Gli specchi mediterranei di Giuseppe Modica, tra luce e lutto, realtà e finzione
Giuseppe Modica, «Melanconia e Mediterraneo (visione circolare)», 2017
Alias Domenica

Gli specchi mediterranei di Giuseppe Modica, tra luce e lutto, realtà e finzione

A Roma, Museo Hendrik Christian Andersen «Giuseppe Modica. Rotte mediterranee e visione circolare»
Pubblicato circa un mese faEdizione del 1 settembre 2024

Sono trascorsi tre anni dalla mostra Atelier. Giuseppe Modica 1990-2021 al Museo romano Hendrik Christian Andersen. L’esposizione, di fatto un’antologica del siciliano Modica, aveva come tema lo studio, che per l’artista è al contempo osservatorio privilegiato e immaginifico osservato speciale. Di quelle opere, oggi il Museo ne ha acquisite stabilmente due alla propria collezione: Rifrazioni. Atelier, del 2020, e Melanconia e Mediterraneo. Visione circolare, del 2017. E tale acquisizione è stata il propizio movente per un’altra mostra del siciliano all’Hendrik Andersen, in corso fino al 15 settembre, dal titolo Giuseppe Modica. Rotte mediterranee e visione circolare. La mostra, curata da Maria Giuseppina Di Monte e Gabriele Simongini, espone, oltre ai due lavori suddetti, una ventina di dipinti di recente produzione.

Il tema è cogente, attuale, mediterraneo. Le opere, nella loro enigmaticità, convocano le rotte dei migranti, quelle delle navi da guerra, e il mare, onnipresente in questa scelta, che per Modica è una biforcazione perenne tra ipnotico incanto e orizzonte tragico.

La visione, nelle sue «vedute», è circolare, a trecentosessanta gradi, tra luce e lutto, sogno e incubo, realtà e finzione. Egli è contemporaneamente figurativo e astratto, ed è in fondo il suo approccio metafisico a trasformare un’osservazione quotidiana in qualcosa di visionario. Avendo riflettuto a lungo su Las Meninas di Velázquez, Modica, che ha una formazione di architetto, declina il luogo fisico della creazione pittorica quale prisma ottico per la costruzione delle proprie immagini.
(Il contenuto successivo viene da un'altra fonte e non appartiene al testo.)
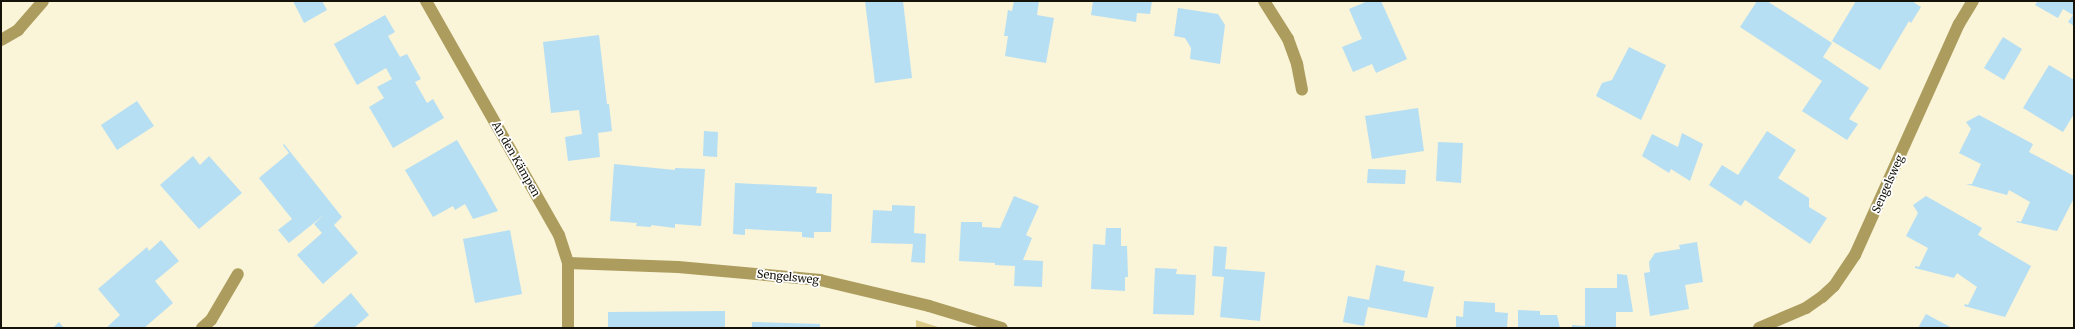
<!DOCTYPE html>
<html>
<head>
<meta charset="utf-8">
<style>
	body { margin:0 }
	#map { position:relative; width:2075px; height:329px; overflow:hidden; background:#faf4d8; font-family:Merriweather,serif }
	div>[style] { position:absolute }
	.green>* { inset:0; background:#ddcd8b }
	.building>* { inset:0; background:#b6dff3 }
	.street>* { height:12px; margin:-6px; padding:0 6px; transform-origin:6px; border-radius:6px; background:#ac9d5e }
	span { translate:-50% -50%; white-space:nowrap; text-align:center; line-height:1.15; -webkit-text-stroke:3.5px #fff; paint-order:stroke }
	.street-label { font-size:11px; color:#151309 }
	.frame { position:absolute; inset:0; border:2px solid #151309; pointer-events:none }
</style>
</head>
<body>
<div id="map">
	<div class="green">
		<i style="clip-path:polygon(916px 320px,938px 327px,938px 328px,916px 328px)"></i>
	</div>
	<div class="building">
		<i style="clip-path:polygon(293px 1px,322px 1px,327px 10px,304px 23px)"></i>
		<i style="clip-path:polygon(865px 1px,903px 1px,912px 78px,875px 83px)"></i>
		<i style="clip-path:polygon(1014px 1px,1039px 1px,1037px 15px,1054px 18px,1046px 63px,1005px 56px,1008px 36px,1004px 36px,1008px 10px,1012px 11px)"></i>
		<i style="clip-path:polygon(1093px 1px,1152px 1px,1150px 14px,1137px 13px,1136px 22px,1091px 15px)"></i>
		<i style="clip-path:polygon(1368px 1px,1381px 1px,1407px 59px,1376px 73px,1372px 64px,1353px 72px,1342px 47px,1362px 39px,1349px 9px)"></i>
		<i style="clip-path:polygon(1757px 1px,1767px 1px,1832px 43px,1823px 57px,1869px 88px,1849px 119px,1858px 124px,1847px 140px,1802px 111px,1822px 81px,1740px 27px)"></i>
		<i style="clip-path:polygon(1856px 1px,1912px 1px,1921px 7px,1911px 23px,1909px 21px,1880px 70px,1832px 41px)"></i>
		<i style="clip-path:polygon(2038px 1px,2074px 1px,2074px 26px,2068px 22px,2073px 15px,2063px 9px,2058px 18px,2035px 5px)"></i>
		<i style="clip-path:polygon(1178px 8px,1218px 14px,1225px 25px,1220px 64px,1190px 59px,1191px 48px,1185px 38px,1174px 36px)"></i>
		<i style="clip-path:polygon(385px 15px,395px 32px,388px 36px,400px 57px,407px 54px,421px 79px,415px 82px,427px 103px,433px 99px,444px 118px,393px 148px,369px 107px,384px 98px,377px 87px,392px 79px,386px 68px,357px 85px,334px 44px)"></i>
		<i style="clip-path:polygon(599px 35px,607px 104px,609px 104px,612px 131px,598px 133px,600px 157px,568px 161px,565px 137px,582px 134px,579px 110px,551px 113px,543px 42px)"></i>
		<i style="clip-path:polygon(2003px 37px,2022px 49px,2004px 80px,1984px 68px)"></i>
		<i style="clip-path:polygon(1629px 47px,1666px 65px,1641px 120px,1596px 96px,1602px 83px,1612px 80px)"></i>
		<i style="clip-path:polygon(2049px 65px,2074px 80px,2074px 114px,2063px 132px,2023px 108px)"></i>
		<i style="clip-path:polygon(137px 101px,154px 126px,117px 150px,101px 125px)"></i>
		<i style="clip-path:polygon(1418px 108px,1424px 151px,1372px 159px,1365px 116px)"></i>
		<i style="clip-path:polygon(1979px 115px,2033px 144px,2029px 152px,2074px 176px,2074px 198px,2057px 231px,2016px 222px,2017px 221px,2021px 222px,2030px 202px,2009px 190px,2007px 195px,1966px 184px,1972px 184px,1981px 164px,1959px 153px,1971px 129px,1966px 122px)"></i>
		<i style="clip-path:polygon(704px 131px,718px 132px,717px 157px,703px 156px)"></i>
		<i style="clip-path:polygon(1767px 131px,1796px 150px,1778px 178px,1809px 198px,1809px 207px,1827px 218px,1810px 244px,1745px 200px,1741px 206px,1709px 185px,1722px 165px,1738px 175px)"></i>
		<i style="clip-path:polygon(1682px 133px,1703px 144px,1690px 181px,1671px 169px,1669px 173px,1642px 156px,1652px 134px,1678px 147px)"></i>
		<i style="clip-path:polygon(457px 140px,487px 191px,498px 211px,473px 219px,465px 204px,455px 210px,453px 206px,433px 217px,405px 170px)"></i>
		<i style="clip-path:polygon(1438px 142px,1463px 143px,1461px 183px,1436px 181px)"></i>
		<i style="clip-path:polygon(284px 144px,342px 217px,334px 225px,358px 253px,323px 284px,297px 255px,322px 233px,314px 224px,325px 214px,289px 243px,278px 230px,292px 219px,259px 178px,289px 153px,283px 145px)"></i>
		<i style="clip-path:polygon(193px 156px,200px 165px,209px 156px,242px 193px,199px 229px,160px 185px)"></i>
		<i style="clip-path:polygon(614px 164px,675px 170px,675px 168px,705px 169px,701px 226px,675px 224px,675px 228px,651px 225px,651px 227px,636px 226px,637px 223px,610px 221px)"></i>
		<i style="clip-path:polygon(1368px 169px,1406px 170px,1405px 184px,1367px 183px)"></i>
		<i style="clip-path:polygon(735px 183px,817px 187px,816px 193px,832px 194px,831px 232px,814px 232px,814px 238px,802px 237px,802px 232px,745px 229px,745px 235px,733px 234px)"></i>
		<i style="clip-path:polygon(1014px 196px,1039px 206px,1026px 235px,1032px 238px,1023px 260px,1043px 261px,1042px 287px,1014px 286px,1015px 266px,995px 265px,995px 263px,959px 261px,961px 222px,982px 222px,982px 227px,1000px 228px)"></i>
		<i style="clip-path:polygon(1926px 196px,1982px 228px,1978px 235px,2031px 266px,2005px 317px,1964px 306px,1965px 304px,1968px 305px,1977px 287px,1957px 273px,1954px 278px,1915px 268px,1915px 266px,1919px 267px,1928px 248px,1906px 236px,1918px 213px,1913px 205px)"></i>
		<i style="clip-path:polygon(892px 205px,915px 206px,914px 233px,926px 234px,925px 263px,911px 262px,913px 244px,871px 243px,873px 210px,892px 211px)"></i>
		<i style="clip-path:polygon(1106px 228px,1121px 228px,1121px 246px,1127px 246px,1128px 277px,1125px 277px,1125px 291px,1091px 289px,1093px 244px,1105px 245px)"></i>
		<i style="clip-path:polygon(510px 230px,522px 294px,475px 303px,463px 239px)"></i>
		<i style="clip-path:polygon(161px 240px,179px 261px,155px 281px,173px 303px,144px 328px,106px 328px,120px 315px,98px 289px,147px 247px,149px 251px)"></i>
		<i style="clip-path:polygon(1697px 242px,1703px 282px,1685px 285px,1689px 309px,1650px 316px,1644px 273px,1650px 272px,1649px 262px,1655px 253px,1680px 249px,1679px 245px)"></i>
		<i style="clip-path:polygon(1214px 246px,1227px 247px,1225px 269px,1265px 272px,1260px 321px,1220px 317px,1224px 277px,1212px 276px)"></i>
		<i style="clip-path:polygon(1376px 265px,1405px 271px,1403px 281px,1434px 287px,1427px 318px,1368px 307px,1364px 326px,1343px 322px,1348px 296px,1369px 300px)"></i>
		<i style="clip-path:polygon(1155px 268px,1177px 269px,1176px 274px,1196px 275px,1194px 315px,1153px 314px)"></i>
		<i style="clip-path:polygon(1617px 274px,1627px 275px,1633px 312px,1616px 312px,1616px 328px,1572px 328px,1572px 325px,1585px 326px,1585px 288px,1617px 288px)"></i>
		<i style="clip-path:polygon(351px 293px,369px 315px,354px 328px,312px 328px)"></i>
		<i style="clip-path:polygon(1464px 301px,1495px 303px,1495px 312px,1508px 313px,1507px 328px,1456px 328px,1456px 316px,1463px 317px)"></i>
		<i style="clip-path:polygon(1518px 310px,1540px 311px,1540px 315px,1557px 315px,1560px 328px,1518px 328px)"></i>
		<i style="clip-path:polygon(725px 311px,725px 328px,608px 328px,608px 312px)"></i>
		<i style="clip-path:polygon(1926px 314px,1952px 328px,1918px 328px)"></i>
		<i style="clip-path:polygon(59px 322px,64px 328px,53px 328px)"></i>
		<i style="clip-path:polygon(752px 322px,820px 324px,820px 328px,752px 328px)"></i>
	</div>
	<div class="street">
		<i style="left:426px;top:1px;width:269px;rotate:60.4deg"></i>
		<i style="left:559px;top:235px;width:29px;rotate:72deg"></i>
		<i style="left:568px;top:263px;width:65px;rotate:90deg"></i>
		<i style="left:1264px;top:1px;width:45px;rotate:57.7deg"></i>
		<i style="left:1288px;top:39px;width:27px;rotate:70deg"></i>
		<i style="left:1297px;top:64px;width:26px;rotate:79deg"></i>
		<i style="left:1px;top:40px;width:20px;rotate:-30deg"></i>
		<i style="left:18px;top:30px;width:38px;rotate:-49deg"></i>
		<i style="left:568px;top:263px;width:110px;rotate:2.1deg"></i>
		<i style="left:678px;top:267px;width:143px;rotate:5.2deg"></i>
		<i style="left:820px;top:280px;width:112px;rotate:13.4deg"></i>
		<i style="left:929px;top:306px;width:76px;rotate:16.8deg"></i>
		<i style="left:202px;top:328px;width:12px;rotate:-42deg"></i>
		<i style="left:211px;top:320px;width:53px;rotate:-59.6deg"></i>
		<i style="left:1759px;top:328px;width:51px;rotate:-23.1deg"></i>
		<i style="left:1806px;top:308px;width:19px;rotate:-35deg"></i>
		<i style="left:1822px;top:297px;width:16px;rotate:-43deg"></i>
		<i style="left:1834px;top:286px;width:37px;rotate:-56deg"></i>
		<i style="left:1855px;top:255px;width:253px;rotate:-65.8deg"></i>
		<i style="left:1959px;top:24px;width:27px;rotate:-59deg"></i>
	</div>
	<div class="street-label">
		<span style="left:516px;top:159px;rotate:60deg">An den Kämpen</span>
		<span style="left:1888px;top:184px;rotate:-66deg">Sengelsweg</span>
		<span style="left:788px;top:277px;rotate:6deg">Sengelsweg</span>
	</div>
	<div class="frame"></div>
</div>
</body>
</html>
Lo specchio, per l’artista, è sì strumento di verifica del corretto funzionamento dell’immagine (espediente antichissimo del fare pittorico), ma diviene anche artificio, oggetto rappresentato, stimolatore dello spazio, utile per moltiplicare piani e prospettive; per far slittare l’interno all’esterno e viceversa; prolungare superfici scorciate; aprire e chiudere continuamente l’orizzonte marino e terrestre; confondere ciò che è davanti con il dietro, in una sorta di gioco a rimpiattino con lo sguardo.
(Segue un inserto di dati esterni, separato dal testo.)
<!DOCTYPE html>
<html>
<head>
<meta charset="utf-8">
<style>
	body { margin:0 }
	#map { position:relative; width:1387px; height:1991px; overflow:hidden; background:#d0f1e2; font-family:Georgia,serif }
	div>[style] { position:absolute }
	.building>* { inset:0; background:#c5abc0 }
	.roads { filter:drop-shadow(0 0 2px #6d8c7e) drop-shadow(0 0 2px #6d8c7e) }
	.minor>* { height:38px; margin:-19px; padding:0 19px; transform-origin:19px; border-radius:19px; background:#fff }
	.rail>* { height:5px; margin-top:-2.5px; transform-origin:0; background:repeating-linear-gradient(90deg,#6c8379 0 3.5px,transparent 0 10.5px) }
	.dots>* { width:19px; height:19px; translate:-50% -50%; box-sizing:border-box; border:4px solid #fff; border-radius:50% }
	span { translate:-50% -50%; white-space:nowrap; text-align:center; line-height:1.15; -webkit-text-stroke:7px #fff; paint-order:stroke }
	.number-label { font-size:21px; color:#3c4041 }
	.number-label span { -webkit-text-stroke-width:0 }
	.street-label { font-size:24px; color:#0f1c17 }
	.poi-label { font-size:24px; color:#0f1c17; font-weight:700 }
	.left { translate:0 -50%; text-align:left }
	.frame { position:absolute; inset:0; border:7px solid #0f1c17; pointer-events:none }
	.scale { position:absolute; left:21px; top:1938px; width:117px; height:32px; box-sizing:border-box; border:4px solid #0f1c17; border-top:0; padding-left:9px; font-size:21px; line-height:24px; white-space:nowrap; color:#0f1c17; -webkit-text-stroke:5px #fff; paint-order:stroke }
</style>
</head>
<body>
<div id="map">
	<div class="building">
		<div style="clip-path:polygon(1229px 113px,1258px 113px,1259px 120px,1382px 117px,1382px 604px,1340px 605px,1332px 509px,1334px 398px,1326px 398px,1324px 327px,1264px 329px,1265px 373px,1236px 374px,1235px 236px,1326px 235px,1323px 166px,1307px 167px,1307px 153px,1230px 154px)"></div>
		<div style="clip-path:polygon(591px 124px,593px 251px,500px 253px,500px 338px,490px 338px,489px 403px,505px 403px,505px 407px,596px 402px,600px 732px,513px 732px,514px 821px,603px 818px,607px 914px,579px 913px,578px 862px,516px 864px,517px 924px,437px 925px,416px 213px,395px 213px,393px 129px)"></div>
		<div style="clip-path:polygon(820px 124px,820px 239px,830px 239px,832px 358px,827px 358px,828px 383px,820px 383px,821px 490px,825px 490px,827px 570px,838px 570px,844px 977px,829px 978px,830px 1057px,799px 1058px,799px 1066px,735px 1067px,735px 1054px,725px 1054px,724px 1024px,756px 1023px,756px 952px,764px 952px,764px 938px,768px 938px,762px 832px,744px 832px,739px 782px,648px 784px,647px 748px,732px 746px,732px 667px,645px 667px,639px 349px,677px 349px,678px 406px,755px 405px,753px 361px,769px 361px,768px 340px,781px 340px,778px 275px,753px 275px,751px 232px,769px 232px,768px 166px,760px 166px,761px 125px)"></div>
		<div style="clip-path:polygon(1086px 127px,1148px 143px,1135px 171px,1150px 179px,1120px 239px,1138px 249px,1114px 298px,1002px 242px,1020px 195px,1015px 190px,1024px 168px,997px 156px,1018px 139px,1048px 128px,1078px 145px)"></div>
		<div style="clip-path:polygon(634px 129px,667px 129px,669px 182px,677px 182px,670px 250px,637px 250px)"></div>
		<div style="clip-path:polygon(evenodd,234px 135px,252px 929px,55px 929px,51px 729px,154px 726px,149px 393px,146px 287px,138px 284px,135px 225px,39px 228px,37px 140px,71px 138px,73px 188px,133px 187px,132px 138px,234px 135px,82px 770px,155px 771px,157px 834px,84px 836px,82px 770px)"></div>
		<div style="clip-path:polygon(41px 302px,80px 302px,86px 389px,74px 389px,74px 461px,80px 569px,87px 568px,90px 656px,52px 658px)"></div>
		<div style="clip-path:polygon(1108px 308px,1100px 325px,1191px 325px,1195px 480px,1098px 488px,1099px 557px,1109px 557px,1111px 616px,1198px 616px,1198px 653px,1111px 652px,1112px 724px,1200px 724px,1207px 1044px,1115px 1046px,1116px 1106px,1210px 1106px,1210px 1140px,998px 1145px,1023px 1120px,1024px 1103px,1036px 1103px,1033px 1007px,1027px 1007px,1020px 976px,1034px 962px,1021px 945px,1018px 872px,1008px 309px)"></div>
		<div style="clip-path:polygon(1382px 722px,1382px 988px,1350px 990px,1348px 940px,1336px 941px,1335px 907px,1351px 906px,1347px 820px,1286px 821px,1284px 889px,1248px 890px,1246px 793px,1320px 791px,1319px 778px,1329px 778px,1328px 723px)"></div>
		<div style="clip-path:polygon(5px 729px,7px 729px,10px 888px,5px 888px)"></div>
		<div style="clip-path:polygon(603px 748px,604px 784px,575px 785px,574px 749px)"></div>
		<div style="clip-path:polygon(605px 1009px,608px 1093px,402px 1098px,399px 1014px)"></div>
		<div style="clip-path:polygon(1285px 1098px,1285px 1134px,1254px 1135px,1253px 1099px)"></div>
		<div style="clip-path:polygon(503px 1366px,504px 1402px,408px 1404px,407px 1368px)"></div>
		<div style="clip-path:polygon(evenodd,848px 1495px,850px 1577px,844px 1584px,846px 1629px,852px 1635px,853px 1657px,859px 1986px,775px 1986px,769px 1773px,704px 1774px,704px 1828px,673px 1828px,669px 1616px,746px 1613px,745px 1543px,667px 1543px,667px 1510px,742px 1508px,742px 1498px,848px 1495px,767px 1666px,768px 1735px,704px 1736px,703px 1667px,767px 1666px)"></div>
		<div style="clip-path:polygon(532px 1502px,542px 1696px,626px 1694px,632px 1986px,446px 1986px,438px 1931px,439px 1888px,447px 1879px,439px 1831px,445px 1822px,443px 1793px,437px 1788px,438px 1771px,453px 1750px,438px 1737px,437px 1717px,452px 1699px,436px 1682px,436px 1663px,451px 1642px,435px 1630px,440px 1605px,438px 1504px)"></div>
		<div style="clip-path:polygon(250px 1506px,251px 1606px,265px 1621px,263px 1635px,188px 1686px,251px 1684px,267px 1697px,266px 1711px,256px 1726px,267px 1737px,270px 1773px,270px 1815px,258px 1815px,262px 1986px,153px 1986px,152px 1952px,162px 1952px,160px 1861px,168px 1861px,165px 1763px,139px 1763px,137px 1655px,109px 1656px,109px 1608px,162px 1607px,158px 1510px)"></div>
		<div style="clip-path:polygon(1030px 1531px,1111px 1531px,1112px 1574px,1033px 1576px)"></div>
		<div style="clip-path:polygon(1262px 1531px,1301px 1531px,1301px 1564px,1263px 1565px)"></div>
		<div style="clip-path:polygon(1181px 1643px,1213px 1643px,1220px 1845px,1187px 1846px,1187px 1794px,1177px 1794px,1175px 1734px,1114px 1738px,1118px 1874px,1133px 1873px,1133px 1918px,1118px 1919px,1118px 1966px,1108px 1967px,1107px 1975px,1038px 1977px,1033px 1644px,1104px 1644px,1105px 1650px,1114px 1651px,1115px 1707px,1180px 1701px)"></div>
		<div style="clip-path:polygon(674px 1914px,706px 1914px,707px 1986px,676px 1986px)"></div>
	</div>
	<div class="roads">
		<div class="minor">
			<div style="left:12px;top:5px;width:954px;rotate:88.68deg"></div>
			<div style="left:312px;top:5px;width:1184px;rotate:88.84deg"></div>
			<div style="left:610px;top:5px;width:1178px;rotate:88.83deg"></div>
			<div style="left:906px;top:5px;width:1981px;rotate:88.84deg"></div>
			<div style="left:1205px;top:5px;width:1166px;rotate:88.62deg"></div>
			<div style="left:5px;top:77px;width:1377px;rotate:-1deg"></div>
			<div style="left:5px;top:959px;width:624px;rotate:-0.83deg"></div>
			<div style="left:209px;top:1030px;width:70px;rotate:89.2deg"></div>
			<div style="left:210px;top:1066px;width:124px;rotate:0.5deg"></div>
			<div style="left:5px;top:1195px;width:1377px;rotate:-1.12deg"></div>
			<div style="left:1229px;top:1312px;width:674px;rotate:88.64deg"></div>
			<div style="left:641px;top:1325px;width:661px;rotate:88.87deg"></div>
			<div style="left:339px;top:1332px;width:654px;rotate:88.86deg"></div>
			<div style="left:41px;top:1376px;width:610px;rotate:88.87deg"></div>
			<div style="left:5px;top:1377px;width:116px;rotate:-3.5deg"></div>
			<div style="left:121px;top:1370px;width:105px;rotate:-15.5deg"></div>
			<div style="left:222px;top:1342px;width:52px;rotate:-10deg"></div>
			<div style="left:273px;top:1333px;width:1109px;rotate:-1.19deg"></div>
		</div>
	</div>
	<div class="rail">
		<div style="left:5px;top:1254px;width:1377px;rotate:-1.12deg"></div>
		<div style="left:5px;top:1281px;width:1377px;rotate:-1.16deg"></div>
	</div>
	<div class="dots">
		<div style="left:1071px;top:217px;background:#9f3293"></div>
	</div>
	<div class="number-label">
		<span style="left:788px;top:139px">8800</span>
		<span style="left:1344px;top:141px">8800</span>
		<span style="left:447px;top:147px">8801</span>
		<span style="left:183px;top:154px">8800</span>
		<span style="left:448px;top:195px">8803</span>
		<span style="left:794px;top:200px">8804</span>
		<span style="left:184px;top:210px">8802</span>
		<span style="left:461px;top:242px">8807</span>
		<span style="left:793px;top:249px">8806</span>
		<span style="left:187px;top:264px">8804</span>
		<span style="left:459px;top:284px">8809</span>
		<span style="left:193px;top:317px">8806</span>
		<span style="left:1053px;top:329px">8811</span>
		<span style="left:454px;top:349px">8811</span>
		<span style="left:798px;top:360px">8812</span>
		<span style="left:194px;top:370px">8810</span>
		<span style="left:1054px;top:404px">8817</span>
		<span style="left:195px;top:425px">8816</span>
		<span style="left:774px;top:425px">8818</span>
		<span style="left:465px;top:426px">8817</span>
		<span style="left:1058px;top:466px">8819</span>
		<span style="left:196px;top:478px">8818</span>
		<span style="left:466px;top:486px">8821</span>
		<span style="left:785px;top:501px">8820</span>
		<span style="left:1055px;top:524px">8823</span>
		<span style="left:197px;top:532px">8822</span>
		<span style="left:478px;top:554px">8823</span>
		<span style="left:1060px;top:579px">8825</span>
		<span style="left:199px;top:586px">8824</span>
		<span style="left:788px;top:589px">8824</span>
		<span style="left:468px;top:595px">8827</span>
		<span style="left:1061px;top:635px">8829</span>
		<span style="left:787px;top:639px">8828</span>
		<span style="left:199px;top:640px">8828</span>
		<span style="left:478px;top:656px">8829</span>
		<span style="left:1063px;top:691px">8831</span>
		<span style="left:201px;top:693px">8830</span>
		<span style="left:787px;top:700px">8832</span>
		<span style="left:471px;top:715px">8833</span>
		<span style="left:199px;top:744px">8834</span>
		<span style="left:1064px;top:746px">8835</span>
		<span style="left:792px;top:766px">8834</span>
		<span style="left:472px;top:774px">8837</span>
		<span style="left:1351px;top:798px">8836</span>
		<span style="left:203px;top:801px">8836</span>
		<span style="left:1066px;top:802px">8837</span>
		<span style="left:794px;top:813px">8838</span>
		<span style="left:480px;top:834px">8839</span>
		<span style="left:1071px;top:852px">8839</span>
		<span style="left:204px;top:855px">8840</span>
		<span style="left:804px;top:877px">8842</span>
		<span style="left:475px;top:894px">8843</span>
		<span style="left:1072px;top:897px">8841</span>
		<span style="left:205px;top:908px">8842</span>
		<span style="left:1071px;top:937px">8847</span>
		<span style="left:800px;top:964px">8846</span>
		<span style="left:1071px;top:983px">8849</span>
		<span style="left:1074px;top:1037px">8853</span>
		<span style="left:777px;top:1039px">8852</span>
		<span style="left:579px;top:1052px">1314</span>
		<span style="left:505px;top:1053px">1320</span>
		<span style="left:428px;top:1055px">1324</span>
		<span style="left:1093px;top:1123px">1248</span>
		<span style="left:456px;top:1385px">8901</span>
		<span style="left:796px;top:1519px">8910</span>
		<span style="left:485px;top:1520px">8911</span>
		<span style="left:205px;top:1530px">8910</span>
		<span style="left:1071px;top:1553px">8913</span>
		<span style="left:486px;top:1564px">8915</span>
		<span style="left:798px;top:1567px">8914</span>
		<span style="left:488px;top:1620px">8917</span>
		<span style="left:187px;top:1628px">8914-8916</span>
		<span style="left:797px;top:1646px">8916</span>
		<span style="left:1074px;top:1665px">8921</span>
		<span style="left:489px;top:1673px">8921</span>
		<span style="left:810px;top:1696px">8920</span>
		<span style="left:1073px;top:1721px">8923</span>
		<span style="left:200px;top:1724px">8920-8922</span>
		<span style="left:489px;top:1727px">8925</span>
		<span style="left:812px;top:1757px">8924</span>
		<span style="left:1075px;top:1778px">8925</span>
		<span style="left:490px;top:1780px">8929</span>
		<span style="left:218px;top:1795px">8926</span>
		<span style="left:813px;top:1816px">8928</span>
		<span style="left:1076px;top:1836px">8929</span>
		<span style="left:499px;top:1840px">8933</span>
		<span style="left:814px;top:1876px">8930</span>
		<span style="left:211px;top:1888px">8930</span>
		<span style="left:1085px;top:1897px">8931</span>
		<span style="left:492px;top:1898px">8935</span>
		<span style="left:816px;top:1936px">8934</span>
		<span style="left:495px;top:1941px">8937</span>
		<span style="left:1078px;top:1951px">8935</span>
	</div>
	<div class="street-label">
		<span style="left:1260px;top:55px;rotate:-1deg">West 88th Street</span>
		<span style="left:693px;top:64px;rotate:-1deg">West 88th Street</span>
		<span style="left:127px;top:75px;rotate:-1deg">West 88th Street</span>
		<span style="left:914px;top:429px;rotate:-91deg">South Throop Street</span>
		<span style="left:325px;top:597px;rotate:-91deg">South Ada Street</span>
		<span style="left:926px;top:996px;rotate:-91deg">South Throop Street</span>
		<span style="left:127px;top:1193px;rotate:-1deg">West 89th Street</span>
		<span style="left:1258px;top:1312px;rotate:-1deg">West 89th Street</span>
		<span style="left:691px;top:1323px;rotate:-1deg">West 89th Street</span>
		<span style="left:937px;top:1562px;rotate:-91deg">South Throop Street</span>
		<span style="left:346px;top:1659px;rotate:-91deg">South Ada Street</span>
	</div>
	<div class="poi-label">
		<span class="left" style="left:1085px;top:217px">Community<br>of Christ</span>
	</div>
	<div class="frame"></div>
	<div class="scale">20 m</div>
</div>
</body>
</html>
Gli specchi, o meglio tutte le superfici riflettenti – la predilezione di Modica va a quelle incrostate dal tempo – aprono le quattro mura che delimitano lo spazio (in particolare quello siciliano, nel trapanese, davanti al Mediterraneo, dove l’artista, romano di adozione, trascorre vari mesi all’anno). E lo specchio è anche la griglia di macchie, di ossidazioni, di luci, che in parte cancellano la realtà riflessa, e in parte la trasfigurano fino a mostrarla calcinata, desolante. Gli interni, poi, sono dipinti come abbandonati, quando non finiti, privi di serramenti, dove a dominare è un blu variegato e desertico, denso di una luce abbagliante e inquieta. Per acuire questo senso di abbandono delle opere umane al loro ineluttabile destino di corruzione e disfacimento, Modica aggiunge sovente alle sue immagini la sfera e l’ottaedro, prese dalla celebre incisione Melancholia di Dürer. Come nel maestro tedesco, questi corpi geometrici sono vicini al mare, e divengono costanti presenze che, più che citazioni colte, attestano una memoria spirituale.

Le immagini create da Modica, pur se stanziali in un interno, non sono mai immobili. C’è un’agitazione pulviscolare e al contempo una tensione, un sapiente piano sequenza che attende di essere scrutato e decifrato. Una narrazione onnisciente in cui l’osservatore si proietta per scoprirsi poi invisibile nel gioco degli specchi. Perché in questi complessi dispositivi ottici Modica ha estromesso la presenza umana ma ne ha esaltato l’essenza.